EXERCISE BRIEF:
Give back all the data exactly as it was written.
** Opening INPUT DATA block **
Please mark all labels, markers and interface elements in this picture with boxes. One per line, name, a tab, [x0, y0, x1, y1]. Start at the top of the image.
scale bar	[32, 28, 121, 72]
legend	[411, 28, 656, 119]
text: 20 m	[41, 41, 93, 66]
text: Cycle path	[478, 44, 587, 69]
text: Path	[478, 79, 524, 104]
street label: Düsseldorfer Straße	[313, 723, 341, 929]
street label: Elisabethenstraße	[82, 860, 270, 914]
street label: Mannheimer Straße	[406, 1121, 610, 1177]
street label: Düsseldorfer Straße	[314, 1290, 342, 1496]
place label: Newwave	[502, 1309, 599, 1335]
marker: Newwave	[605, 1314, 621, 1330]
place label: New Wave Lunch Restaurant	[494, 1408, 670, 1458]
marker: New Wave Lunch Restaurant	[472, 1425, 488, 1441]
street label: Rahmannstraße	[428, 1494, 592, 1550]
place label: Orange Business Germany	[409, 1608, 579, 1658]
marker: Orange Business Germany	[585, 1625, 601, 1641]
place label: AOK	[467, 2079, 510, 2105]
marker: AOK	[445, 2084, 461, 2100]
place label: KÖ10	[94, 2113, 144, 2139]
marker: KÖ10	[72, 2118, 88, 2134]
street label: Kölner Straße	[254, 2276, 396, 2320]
** Closing INPUT DATA block **
ANSWER:
Please mark all labels, markers and interface elements in this picture with boxes. One per line, name, a tab, [x0, y0, x1, y1]. Start at the top of the image.
scale bar	[32, 28, 121, 72]
legend	[411, 28, 656, 119]
text: 20 m	[41, 41, 93, 66]
text: Cycle path	[478, 44, 587, 69]
text: Path	[478, 79, 524, 104]
street label: Düsseldorfer Straße	[313, 723, 341, 929]
street label: Elisabethenstraße	[82, 860, 270, 914]
street label: Mannheimer Straße	[406, 1121, 610, 1177]
street label: Düsseldorfer Straße	[314, 1290, 342, 1496]
place label: Newwave	[502, 1309, 599, 1335]
marker: Newwave	[605, 1314, 621, 1330]
place label: New Wave Lunch Restaurant	[494, 1408, 670, 1458]
marker: New Wave Lunch Restaurant	[472, 1425, 488, 1441]
street label: Rahmannstraße	[428, 1494, 592, 1550]
place label: Orange Business Germany	[409, 1608, 579, 1658]
marker: Orange Business Germany	[585, 1625, 601, 1641]
place label: AOK	[467, 2079, 510, 2105]
marker: AOK	[445, 2084, 461, 2100]
place label: KÖ10	[94, 2113, 144, 2139]
marker: KÖ10	[72, 2118, 88, 2134]
street label: Kölner Straße	[254, 2276, 396, 2320]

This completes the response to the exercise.